Congratulations! You’ve recently made one of the biggest decisions of your life thus far in marrying your partner. Now, it’s time to decide where to begin your life together.
In order to make things easier for couples deciding where to put roots down, we’ve created a ranking of the best cities in the country for newlyweds.
When it comes to the best cities for newlyweds, Pittsburgh and St. Louis took the top spots. Coupled with a reasonable median home value as well as overall affordability, both of these cities make for great places to settle for those who have just tied the knot. But if you’re looking to find someplace warmer, Orlando may be the perfect city, which comes in at No. 3 on our list. Speaking of the south, several other southern cities dominate the top 10 including Atlanta, Columbia, Irving, Tyler and Little Rock.
Whether you’re looking for a big city feel in places like Atlanta and Baltimore, or want something mid-sized in Madison and Charleston, there’s something for every type of couple on our list. And while there are a good portion of smaller cities with a population of under 250,000, many are located within a major metro area such as Dallas (Irving) and Houston (Sugar Land).
In order to determine our ranking, we analyzed data from more than 300 cities and compared them across five metrics: median household income, median home value, number of newlyweds, cost of raising a child, and the number of restaurants and dining options available.
One of the most important factors in choosing a place to live is being able to live comfortably wherever you settle. Across the cities that made our list of the 30 best cities for newlyweds, the average median household income was $48,988. Cities like Atlanta, Charleston, Tempe, Salt Lake City, and Richardson all had median household incomes higher than average.
When it comes time to start shopping for real estate, price is one of the most important elements of choosing a home to invest in. In the top 30 cities, the average median home cost clocks in at $198,135.
Nobody wants to be lonely in a new city – that’s why we made sure to take into consideration the percentage of population within the average newlywed age range (25-34). Madison is home to the most at 37%, but Orlando, Salt Lake City, Pittsburgh, Clarksville, Columbus, Atlanta, Charleston, and Tempe boast an impressive 20% or more.
If you’re thinking about settling into a new city, you’ll also want to keep an overall budget in mind for things like food, transportation, taxes, entertainment and possibly raising a child. Across the 300+ cities we examined, we analyzed these costs to factor in an overall affordability score using the Economic Policy Institute’s Family Budget Cost of Living Calculator. This calculator constructs cost estimates for a married couple with one child and consists of seven individual components: housing, food, transportation, child care, health care, taxes, and other necessities.
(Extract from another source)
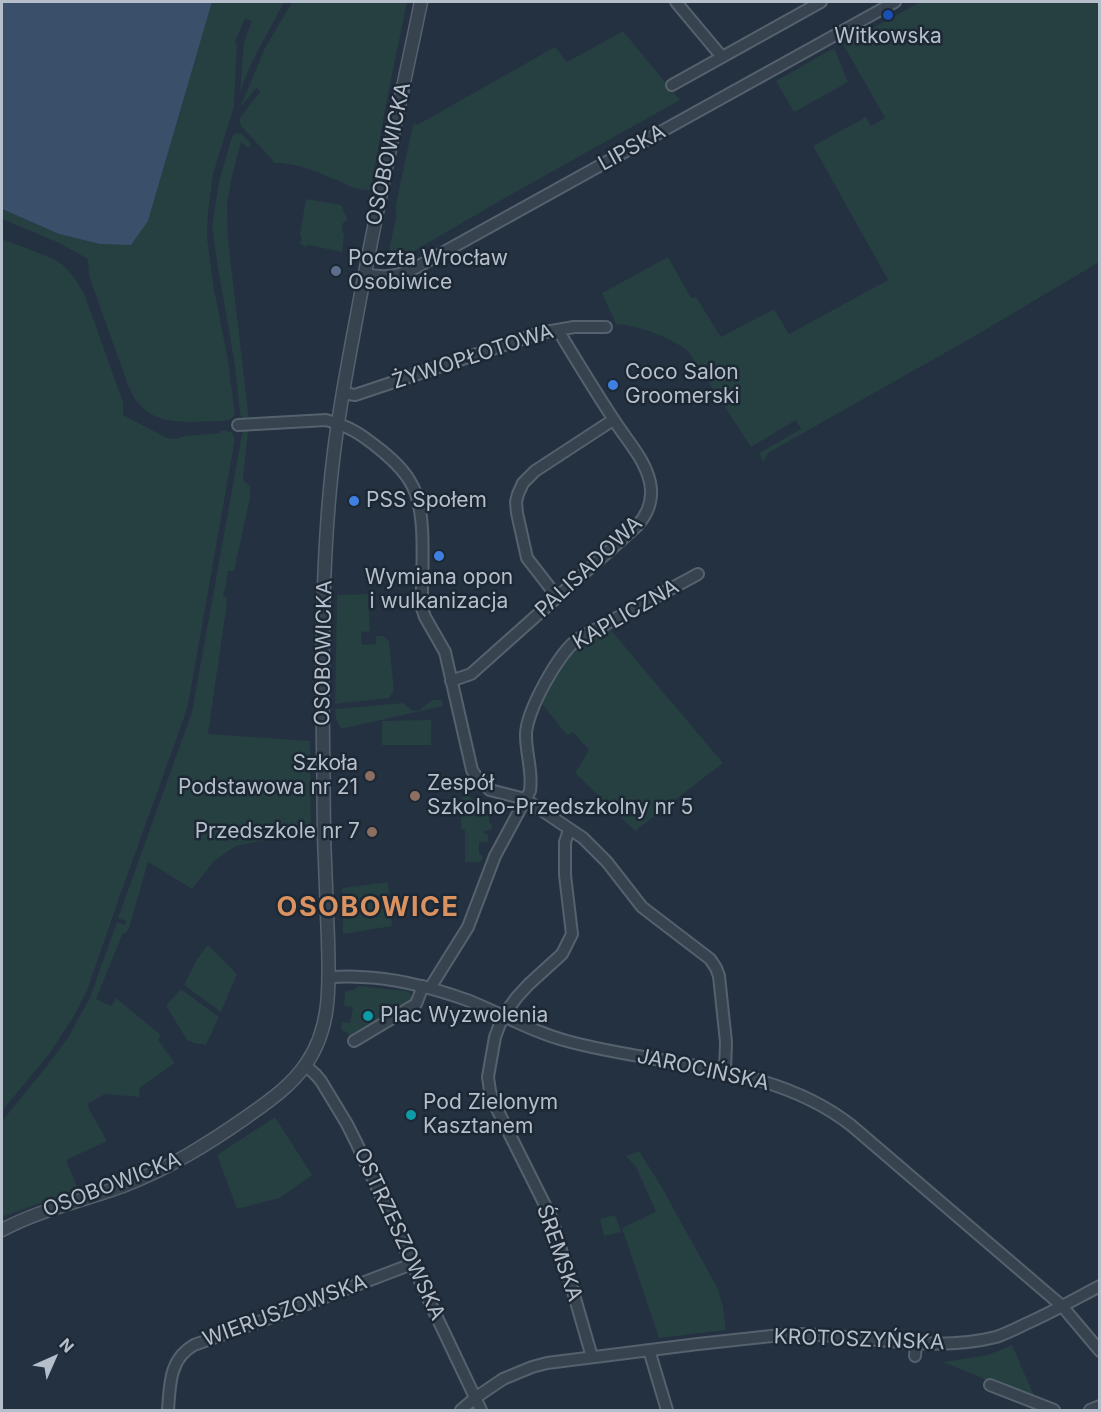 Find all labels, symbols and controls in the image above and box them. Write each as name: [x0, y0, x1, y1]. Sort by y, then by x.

Whether it’s sharing a plate of tapas or splurging on an award-winning restaurant, one of the best ways to get to know your city is by getting to know its food scene. Luckily for newlyweds, our top 30 cities offer an impressive amount of restaurants per 100,000 residents. For the most variety, head to Knoxville, which boasts 314; other cities such as Charleston, which has become a go-to foodie destination, as well as Pittsburgh and Lafayette offer close to 300 restaurants per 100,000 residents.
To determine our ranking, we looked at more than 300 Census-defined places via U.S. Census Bureau data. We compared these cities across five key metrics: median household income, median home value, percentage of the population between the ages of 25 and 34, affordability, and the number of dining options per 100,000 residents.
We graded each metric on a 100-point scale. To determine an overall score, each city’s weighted average was calculated across all metrics.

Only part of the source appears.